De plus, le recours immodéré à la parole permet à l’auteur de travailler son texte à loisir, d’élever son propos grâce à des phrases puissamment évocatrices, parfois un poil emphatique mais toujours pertinentes et souvent émouvantes. L’histoire de ces soldats restés pendant sept ans coincés sur leur île permet en effet à Von Sternberg d’analyser les passions humaines contradictoires, la volonté réelle de faire perdurer les traditions sur l’île, la foi nimbée de nostalgie dans l’Empire (terrible séquence de la reddition où aucun soldat n’accepte d’y croire), tout autant que les inévitables pulsions libérées par le retour à l’état sauvage. Ces pulsions qui sont « leur pire ennemi » comme dit le narrateur. C’est qu’au milieu de tous ces soldats, il y a une femme, femme qui vivait seule sur l’île avec un homme. C’est autour de cette femme, « the only woman on Earth » que va s’articuler l’histoire, permettant à Von Sternberg de décortiquer les subtils rapports de séduction et de domination entre les hommes et la femme lorsque le désir est réduit à son état le plus primitif, lorsque la femme est soumise à la loi du plus fort. On retrouve alors sans peine le pygmalion de Marlène Dietrich, celui qui montrait l’amour comme un rapport de force. Des rebondissements savamment agencés permettant d’intégrer naturellement ces différentes composantes au récit, sans que le rythme n’en soit jamais altéré.

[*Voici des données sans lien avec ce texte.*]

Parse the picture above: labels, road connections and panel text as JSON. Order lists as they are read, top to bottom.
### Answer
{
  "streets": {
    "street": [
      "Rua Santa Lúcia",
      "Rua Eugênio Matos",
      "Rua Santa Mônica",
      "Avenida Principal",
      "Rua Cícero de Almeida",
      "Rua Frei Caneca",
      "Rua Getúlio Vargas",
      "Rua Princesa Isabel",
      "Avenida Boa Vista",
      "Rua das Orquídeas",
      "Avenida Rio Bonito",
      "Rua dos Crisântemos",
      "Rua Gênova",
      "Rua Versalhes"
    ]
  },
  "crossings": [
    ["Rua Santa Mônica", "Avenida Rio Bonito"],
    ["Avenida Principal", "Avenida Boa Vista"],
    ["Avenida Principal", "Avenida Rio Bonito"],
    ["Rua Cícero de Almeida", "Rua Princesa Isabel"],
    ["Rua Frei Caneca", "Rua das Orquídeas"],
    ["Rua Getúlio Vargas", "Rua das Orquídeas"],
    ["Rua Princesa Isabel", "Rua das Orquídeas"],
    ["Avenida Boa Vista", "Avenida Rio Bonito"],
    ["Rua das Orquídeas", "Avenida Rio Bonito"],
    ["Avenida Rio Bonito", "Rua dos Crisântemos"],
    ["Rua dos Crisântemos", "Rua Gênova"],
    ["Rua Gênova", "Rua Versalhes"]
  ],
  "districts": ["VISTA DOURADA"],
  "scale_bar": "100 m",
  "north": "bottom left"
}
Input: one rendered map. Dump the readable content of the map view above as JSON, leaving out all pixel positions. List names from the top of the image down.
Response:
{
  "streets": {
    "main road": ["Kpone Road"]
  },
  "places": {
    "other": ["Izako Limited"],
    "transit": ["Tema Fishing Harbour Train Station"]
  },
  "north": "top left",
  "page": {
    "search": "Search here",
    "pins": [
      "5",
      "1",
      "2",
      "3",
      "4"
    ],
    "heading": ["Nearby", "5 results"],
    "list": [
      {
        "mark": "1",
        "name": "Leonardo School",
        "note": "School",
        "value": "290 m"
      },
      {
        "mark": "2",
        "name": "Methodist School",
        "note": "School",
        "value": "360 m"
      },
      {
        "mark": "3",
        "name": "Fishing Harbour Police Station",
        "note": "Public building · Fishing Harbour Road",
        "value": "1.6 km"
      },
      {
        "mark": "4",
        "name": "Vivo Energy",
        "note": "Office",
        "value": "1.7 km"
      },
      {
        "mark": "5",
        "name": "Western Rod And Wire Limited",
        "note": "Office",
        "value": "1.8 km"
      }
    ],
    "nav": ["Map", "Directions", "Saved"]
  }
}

Avec une telle situation de départ, Fièvre sur Anatahan aurait pu virer au film purement conceptuel, l’artiste se servant de ses personnages pour analyser leurs rapports de force à la manière d’un entomologiste. Or si entomologie il y a bel et bien (le narrateur compare régulièrement les soldats à des abeilles autour de leur reine), si le film peut se lire comme une étude des comportements humains, il est également charnel, magnifique et émouvant. Charnel, car la jungle est filmée de façon pénétrante, avec force travellings qui permettent au spectateur de ressentir les lieux. L’île, plus vraie que nature, a d’ailleurs été construite en studio, permettant d’asservir l’espace aux quatre volontés du réalisateur génial. Magnifique car la savante lumière en clair-obscur signée par Von Sternberg lui-même sublime les corps et les visages, en particulier celui de la ravissante Akimi Negishi. Fièvre sur Anatahan est l’oeuvre d’un sage autant que celle d’un esthète. Enfin, le film est profondément émouvant car si le regard de Von Sternberg sur ces hommes livrés à eux-mêmes est pessimiste, il reste chargé de compassion envers ces âmes tourmentées. La beauté extraordinaire de Fièvre sur Anatahan, beauté créée par un poète partagé entre ses tentations démiurgiques et sa fascination empreinte de respect profond pour un peuple qui n’est pas le sien n’est pas sans rappeler la beauté du chef d’oeuvre de Murnau et Flaherty: Tabou.